(Collected data entries)
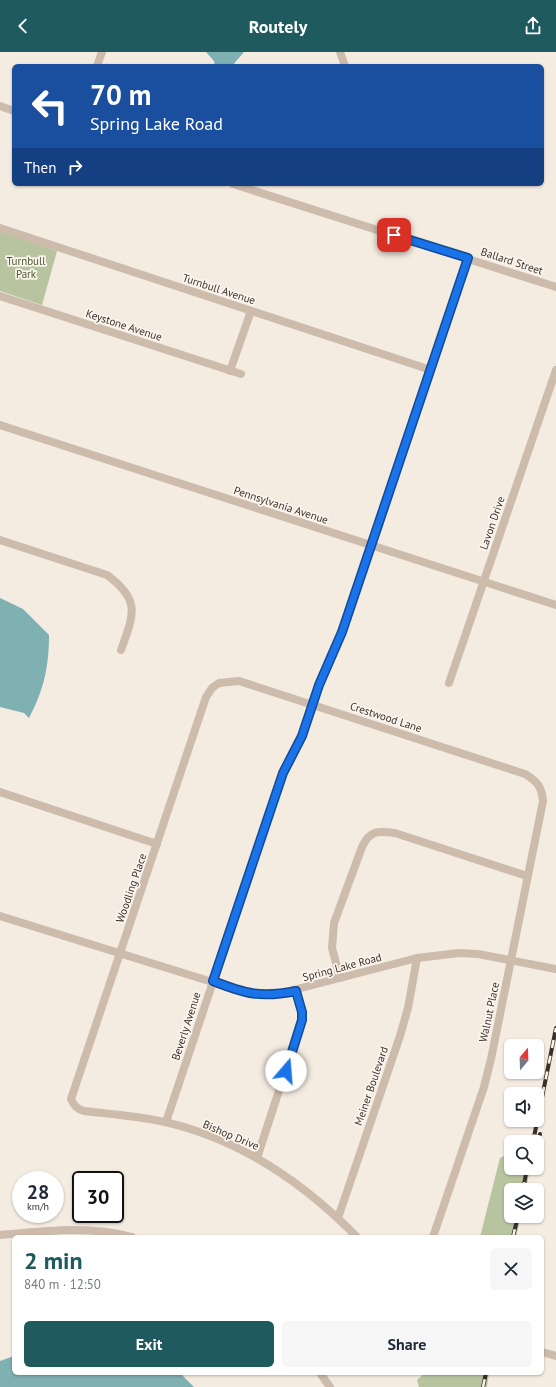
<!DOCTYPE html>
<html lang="en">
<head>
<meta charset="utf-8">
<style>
  :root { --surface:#fff; --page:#f6f6f7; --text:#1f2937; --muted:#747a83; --accent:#1f5a5e }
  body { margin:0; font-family:"PT Sans",sans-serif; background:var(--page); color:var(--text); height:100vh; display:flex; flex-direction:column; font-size:15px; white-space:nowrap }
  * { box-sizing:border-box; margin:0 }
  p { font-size:13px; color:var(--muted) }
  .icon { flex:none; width:22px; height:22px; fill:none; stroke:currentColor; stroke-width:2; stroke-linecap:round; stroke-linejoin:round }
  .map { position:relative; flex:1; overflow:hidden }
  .side { position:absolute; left:12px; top:1183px; width:532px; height:140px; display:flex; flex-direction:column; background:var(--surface); border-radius:6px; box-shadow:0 1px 3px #0004 }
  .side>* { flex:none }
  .guide { position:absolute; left:12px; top:12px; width:532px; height:122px; border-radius:6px; box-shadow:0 1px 3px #0004; background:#1a4fa0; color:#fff; overflow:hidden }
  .needle { width:26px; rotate:19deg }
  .fabs { position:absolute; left:504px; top:987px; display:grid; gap:8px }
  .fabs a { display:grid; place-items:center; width:40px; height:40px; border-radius:6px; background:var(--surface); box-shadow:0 1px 3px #0004; font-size:20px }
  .speed { position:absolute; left:12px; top:1119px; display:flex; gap:8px; font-size:20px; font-weight:700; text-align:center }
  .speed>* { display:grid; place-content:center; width:52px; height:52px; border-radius:50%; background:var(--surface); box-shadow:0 1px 3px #0004; line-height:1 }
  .speed small { font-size:10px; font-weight:400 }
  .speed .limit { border:2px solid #111; border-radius:6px; background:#fff; color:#111 }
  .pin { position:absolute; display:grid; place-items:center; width:34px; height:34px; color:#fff; margin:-17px; border-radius:8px; box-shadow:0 2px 6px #0006 }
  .me { position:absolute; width:44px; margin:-22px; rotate:18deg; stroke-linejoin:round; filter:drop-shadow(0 0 3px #0008) }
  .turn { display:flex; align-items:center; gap:14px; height:84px; padding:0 12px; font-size:18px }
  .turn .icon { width:52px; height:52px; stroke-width:2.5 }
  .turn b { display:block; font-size:28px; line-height:34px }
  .then { display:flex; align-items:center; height:38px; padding:0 12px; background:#0003; gap:8px; font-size:15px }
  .round { display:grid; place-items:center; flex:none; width:42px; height:42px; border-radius:6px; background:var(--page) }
  .summary { display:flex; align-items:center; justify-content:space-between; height:68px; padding:0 12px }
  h1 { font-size:24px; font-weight:800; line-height:30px; color:var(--accent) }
  .button { display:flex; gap:8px; margin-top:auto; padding:8px 12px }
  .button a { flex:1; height:46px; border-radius:6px; background:var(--accent); color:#fff; font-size:16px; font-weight:800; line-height:46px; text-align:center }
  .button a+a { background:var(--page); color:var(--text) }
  header { display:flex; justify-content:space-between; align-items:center; height:52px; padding:0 12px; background:var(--accent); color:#fff; font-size:18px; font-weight:800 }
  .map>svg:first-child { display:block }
</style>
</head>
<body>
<header><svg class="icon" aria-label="back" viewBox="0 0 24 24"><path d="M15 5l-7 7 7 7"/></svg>Routely<svg class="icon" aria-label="share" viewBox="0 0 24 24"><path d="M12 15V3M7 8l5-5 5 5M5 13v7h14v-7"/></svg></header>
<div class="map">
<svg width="556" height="1335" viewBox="0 0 556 1335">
  <rect width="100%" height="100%" fill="#f4ebe1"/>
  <!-- green -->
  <g fill="#b8c4a0">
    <path d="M0,179L57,199L42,253L0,239Z"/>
    <path d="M511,1100V1116H530L526,1138H511V1164H521L516,1185H480L500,1106Z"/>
    <path d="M425,1321H489L487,1335H419L417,1328Z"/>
  </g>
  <!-- water -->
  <g fill="#7fb0b2">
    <path d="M206,0H244L232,14H215L214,9Z"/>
    <path d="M0,546L23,557L49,583C49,614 44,638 29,666L24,661L0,655Z"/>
    <path d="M14,1304V1321H180L194,1335H0V1309Z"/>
  </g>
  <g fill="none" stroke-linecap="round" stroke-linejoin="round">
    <!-- minor -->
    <g stroke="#cdbbac" stroke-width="8">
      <path d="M340,0L345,14"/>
      <path d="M97,14L102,0"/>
      <path d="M0,54L14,59"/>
      <path d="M233,132L556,235"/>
      <path d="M0,176L431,318"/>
      <path d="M0,244L241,322"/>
      <path d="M230,319L251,259"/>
      <path d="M0,373L556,553"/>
      <path d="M0,488L107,523C141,548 134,562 121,598"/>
      <path d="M449,631L556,318"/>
      <path d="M0,740L157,792"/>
      <path d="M0,864L238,938L248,941L274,943L417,906L459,901L478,902L556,917"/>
      <path d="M340,926L332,896L334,871L362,795C370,778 378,779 395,781L527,824"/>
      <path d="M166,1070L283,721L302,684L319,633L342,580L468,207"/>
      <path d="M257,1106L302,968V960L296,939"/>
      <path d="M338,1166L400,984L408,956L417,906"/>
      <path d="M0,1183C43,1179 90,1173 132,1185"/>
      <path d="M357,1185C304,1131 240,1087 165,1070C138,1064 111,1062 84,1059C77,1057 74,1054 71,1047L206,645L212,636L219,631L239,629L525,722C537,729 542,735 543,749L491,1007L484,1035L433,1185"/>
      <path d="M542,1300L556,1304"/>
      <path d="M320,1321L330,1335"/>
    </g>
    <defs>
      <g id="rail">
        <path d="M533,1090L556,976"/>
        <path d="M537,1097L540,1082"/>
        <path d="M523,1138L527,1116"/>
        <path d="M513,1185L518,1164"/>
        <path d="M483,1335L486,1321"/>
      </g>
    </defs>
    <!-- rail casing -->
    <use href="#rail" stroke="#3b302b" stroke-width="4"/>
    <!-- rail -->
    <use href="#rail" stroke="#fbf5ee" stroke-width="2.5" stroke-dasharray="8" stroke-linecap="butt"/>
  </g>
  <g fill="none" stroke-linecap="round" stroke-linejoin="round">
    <defs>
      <path id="route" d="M286,1019L302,968V960L296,939C261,946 246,942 213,929L283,721L302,684L319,633L342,580L468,206L394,183"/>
    </defs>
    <!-- route casing -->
    <use href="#route" stroke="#114b97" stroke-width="10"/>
    <!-- route -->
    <use href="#route" stroke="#1a73e8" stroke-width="7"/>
  </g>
  <g text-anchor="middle" stroke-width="3.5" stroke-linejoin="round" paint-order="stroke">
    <!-- park labels -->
    <g font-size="11" fill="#4a5a2e" stroke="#fbf5ee">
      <text x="26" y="213">Turnbull<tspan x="26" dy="13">Park</tspan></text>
    </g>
    <!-- street labels -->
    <g font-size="11" fill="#3b302b" stroke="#fbf5ee">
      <text transform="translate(512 209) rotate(18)" y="4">Ballard Street</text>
      <text transform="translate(219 237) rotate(18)" y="4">Turnbull Avenue</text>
      <text transform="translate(124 273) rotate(18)" y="4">Keystone Avenue</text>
      <text transform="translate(281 453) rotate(18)" y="4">Pennsylvania Avenue</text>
      <text transform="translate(492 471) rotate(-71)" y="4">Lavon Drive</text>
      <text transform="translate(386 665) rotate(18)" y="4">Crestwood Lane</text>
      <text transform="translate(131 836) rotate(-71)" y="4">Woodling Place</text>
      <text transform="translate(342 915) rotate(-15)" y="4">Spring Lake Road</text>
      <text transform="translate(489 960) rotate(-78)" y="4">Walnut Place</text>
      <text transform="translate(186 974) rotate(-72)" y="4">Beverly Avenue</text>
      <text transform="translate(371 1034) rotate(-71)" y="4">Meiner Boulevard</text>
      <text transform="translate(231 1083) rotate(23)" y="4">Bishop Drive</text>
    </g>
  </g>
</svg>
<div class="fabs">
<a><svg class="needle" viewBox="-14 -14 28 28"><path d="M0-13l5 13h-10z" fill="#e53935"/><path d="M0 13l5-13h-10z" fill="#747a83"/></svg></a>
<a><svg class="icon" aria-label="sound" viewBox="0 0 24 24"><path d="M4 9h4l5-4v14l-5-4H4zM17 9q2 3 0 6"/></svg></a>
<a><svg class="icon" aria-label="search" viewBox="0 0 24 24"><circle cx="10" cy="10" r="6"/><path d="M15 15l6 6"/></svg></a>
<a><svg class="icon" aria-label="layers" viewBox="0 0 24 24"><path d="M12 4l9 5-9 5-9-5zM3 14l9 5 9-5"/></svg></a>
</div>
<div class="speed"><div>28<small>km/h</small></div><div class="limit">30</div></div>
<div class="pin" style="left:394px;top:183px;background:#d93025"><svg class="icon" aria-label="arrive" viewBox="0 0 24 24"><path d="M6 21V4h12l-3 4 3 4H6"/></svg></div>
<svg class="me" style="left:286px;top:1019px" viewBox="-20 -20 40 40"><circle r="19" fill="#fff"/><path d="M0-13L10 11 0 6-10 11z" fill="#1a73e8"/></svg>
<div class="guide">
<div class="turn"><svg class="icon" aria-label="left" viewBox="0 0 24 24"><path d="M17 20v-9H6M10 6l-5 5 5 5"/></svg><div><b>70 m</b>Spring Lake Road</div></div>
<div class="then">Then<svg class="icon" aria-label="right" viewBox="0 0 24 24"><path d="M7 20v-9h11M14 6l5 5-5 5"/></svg></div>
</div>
<section class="side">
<div class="summary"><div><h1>2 min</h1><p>840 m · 12:50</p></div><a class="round"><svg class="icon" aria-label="close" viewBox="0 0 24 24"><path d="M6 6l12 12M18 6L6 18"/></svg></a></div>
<div class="button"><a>Exit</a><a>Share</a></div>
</section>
</div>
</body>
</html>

**About this task**.
From the opening line of the entries, copy each line exactly until the line with "border:2px solid #111;", which is copied as well; leave out pictures.

**Answer to this task**.
<!DOCTYPE html>
<html lang="en">
<head>
<meta charset="utf-8">
<style>
  :root { --surface:#fff; --page:#f6f6f7; --text:#1f2937; --muted:#747a83; --accent:#1f5a5e }
  body { margin:0; font-family:"PT Sans",sans-serif; background:var(--page); color:var(--text); height:100vh; display:flex; flex-direction:column; font-size:15px; white-space:nowrap }
  * { box-sizing:border-box; margin:0 }
  p { font-size:13px; color:var(--muted) }
  .icon { flex:none; width:22px; height:22px; fill:none; stroke:currentColor; stroke-width:2; stroke-linecap:round; stroke-linejoin:round }
  .map { position:relative; flex:1; overflow:hidden }
  .side { position:absolute; left:12px; top:1183px; width:532px; height:140px; display:flex; flex-direction:column; background:var(--surface); border-radius:6px; box-shadow:0 1px 3px #0004 }
  .side>* { flex:none }
  .guide { position:absolute; left:12px; top:12px; width:532px; height:122px; border-radius:6px; box-shadow:0 1px 3px #0004; background:#1a4fa0; color:#fff; overflow:hidden }
  .needle { width:26px; rotate:19deg }
  .fabs { position:absolute; left:504px; top:987px; display:grid; gap:8px }
  .fabs a { display:grid; place-items:center; width:40px; height:40px; border-radius:6px; background:var(--surface); box-shadow:0 1px 3px #0004; font-size:20px }
  .speed { position:absolute; left:12px; top:1119px; display:flex; gap:8px; font-size:20px; font-weight:700; text-align:center }
  .speed>* { display:grid; place-content:center; width:52px; height:52px; border-radius:50%; background:var(--surface); box-shadow:0 1px 3px #0004; line-height:1 }
  .speed small { font-size:10px; font-weight:400 }
  .speed .limit { border:2px solid #111; border-radius:6px; background:#fff; color:#111 }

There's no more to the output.